Carol will be dispersing her herd August 15-17 at her ranch in Gainesville, Texas.

“I’m not retiring,” she says. “I’m going to keep one broodmare and a couple of riding horses, and I might keep one young stud that I’m raising that I love and I’ll send him somewhere to be trained. But I’m not going to raise horses. I’m not going to run this big place.”

The dispersal of the American Quarter Horse Hall of Fame member’s herd will include all stallions, broodmares and prospects, headed by A Shiner Named Sioux (Shining Spark-Docs Sulena by Doc O’Lena). The 2006 stallion was the 2011 AQHA junior working cow horse world champion, the 2011 National Reining Horse Association Derby open co-reserve champion and the 2010 AQHA junior reining world champion. An earner of more than $152,000, A Shiner Named Sioux’s first foals arrived in 2011.

“We have such a program going and doing so good, it’s a hard time to walk away – but it’s never a good time,” Carol says.

Carol’s best-known stallion, Shining Spark, will stay with her.

“He won’t be sold,” she says. “He’ll just stay, and if I end up without a ranch, one of my best friends will keep him for me.”

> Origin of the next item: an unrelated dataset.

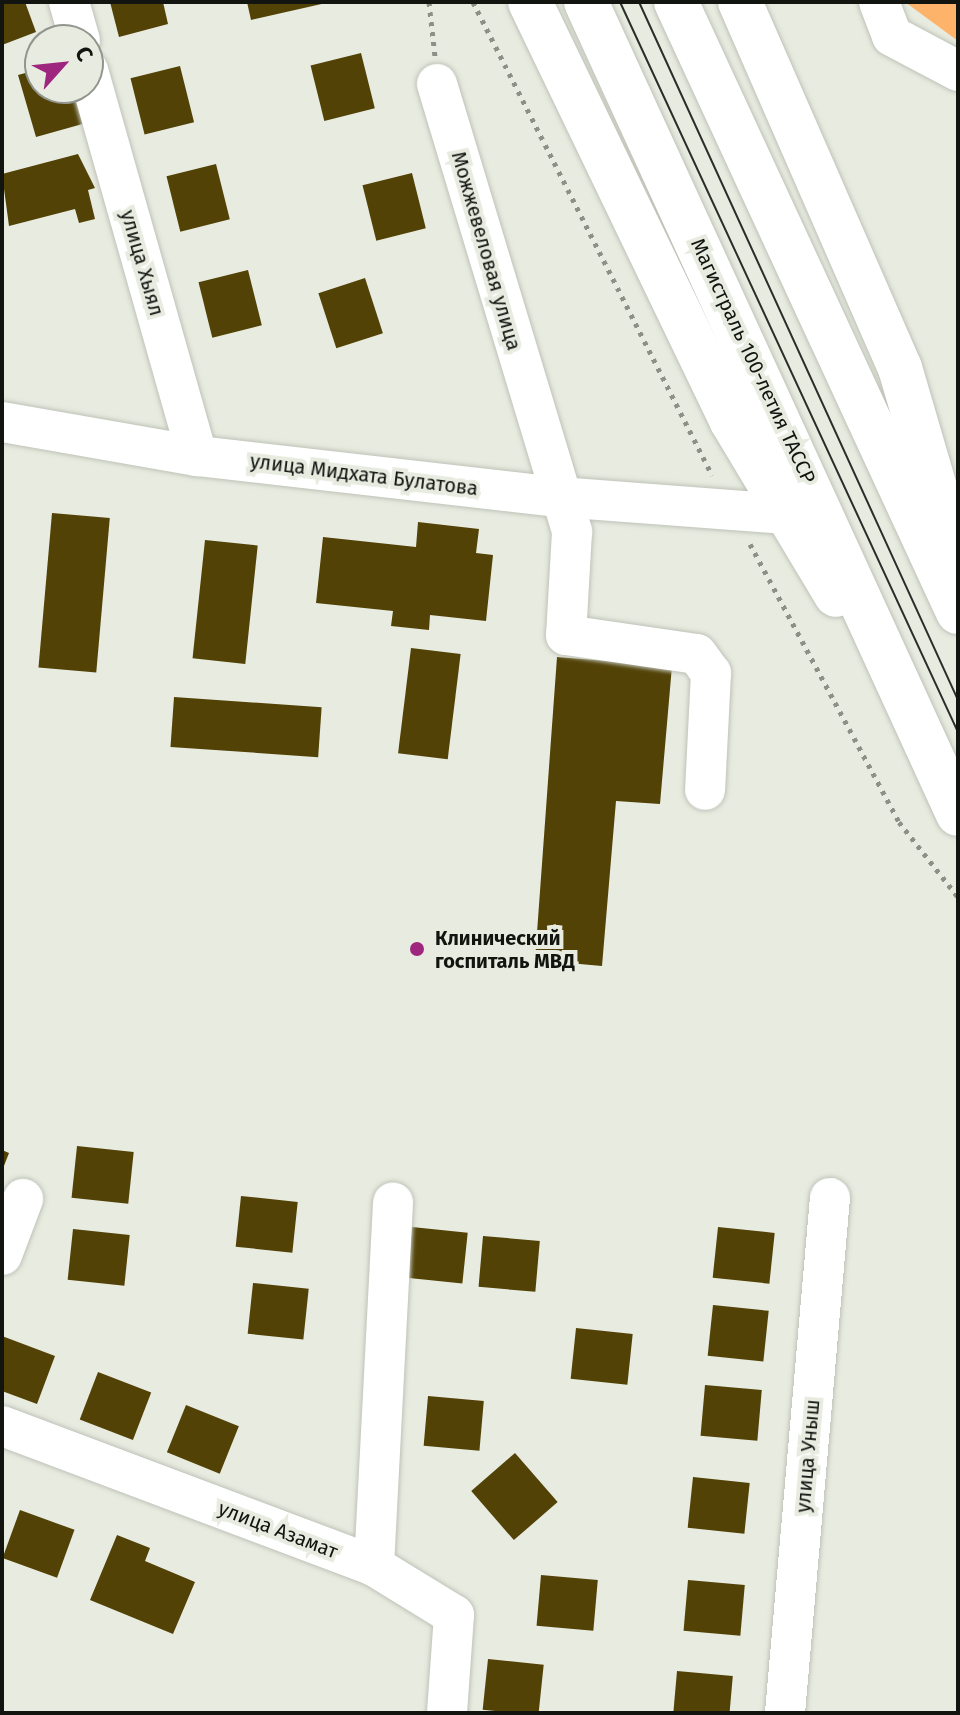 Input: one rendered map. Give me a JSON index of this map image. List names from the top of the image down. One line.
{"streets":{"main road":["Магистраль 100-летия ТАССР"],"street":["Можжевеловая улица","улица Хыял","улица Мидхата Булатова","улица Уныш","улица Азамат"]},"crossings":[["Можжевеловая улица","улица Мидхата Булатова"],["улица Хыял","улица Мидхата Булатова"]],"places":["Клинический госпиталь МВД"],"north":"top right"}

Carol also plans to keep Lil Miss Shiney Chex, the 2002 sorrel mare Carol competed on in the finals of senior working cow horse at the 2008 AQHA World Championship Show. Lil Miss Shiney Chex is by Shining Spark and out of Lil Miss Smarty Chex by Smart Little Lena. She was reserve world champion in junior working cow horse in 2007 and reserve world champion in senior working cow horse in 2010 at the World Show. Through the National Reined Cow Horse Association, Lil Miss Shiney Chex has $93,246.18 in earnings and won the world title in open two-rein competition in 2008.

“Her 3-year-old stud by Peptoboonsmal, at this point in his life, is the very best prospect we’ve ever trained – ever,” Carol says. “I’m not going to say he’s the greatest horse we’ve ever trained because we don’t know what he’s going to do in the show ring, but as of April 10, 2013, he’s the best prospect we’ve ever trained.”

Carol plans to show at the National Reining Breeders Classic beginning April 14 in Katy, Texas. The ranch has kept her too busy to show much lately, she says.

“Best-case scenario is somebody would buy (A Shiner Named) ‘Sioux’ and most of his foals and some of the mares in foal and a couple of these young studs and let me stay involved,” she says.

Carol has bred earners of 49 AQHA world and reserve world championships, 13 AQHA national all-around championships, as well as earners of more than $3.4 million. An intense supporter of the AQHA Incentive Fund, Carol is the leader in all Incentive Fund categories: foals bred, nominated and owned; total money earned; and nominated sires’ earnings. Foals bred by Carol have earned more than 290 Registers of Merit, as well as 184 Superior awards in halter, cutting, tie-down roping, heading, heeling, reining, western riding, trail, western pleasure, barrel racing and working cow horse, plus more than 530 AQHA all-around titles.

“This (current crop) is the best group of young horses I’ve ever had, and they just keep getting better,” Carol says. “That’s what selective breeding does for us. I’m proud of what we have, and there would never be a good time to do this, but I’m a single 71-year-old woman and I just have to think of the future.”

No sale catalog is available yet, she says, but it will be posted online at www.carolrose.com.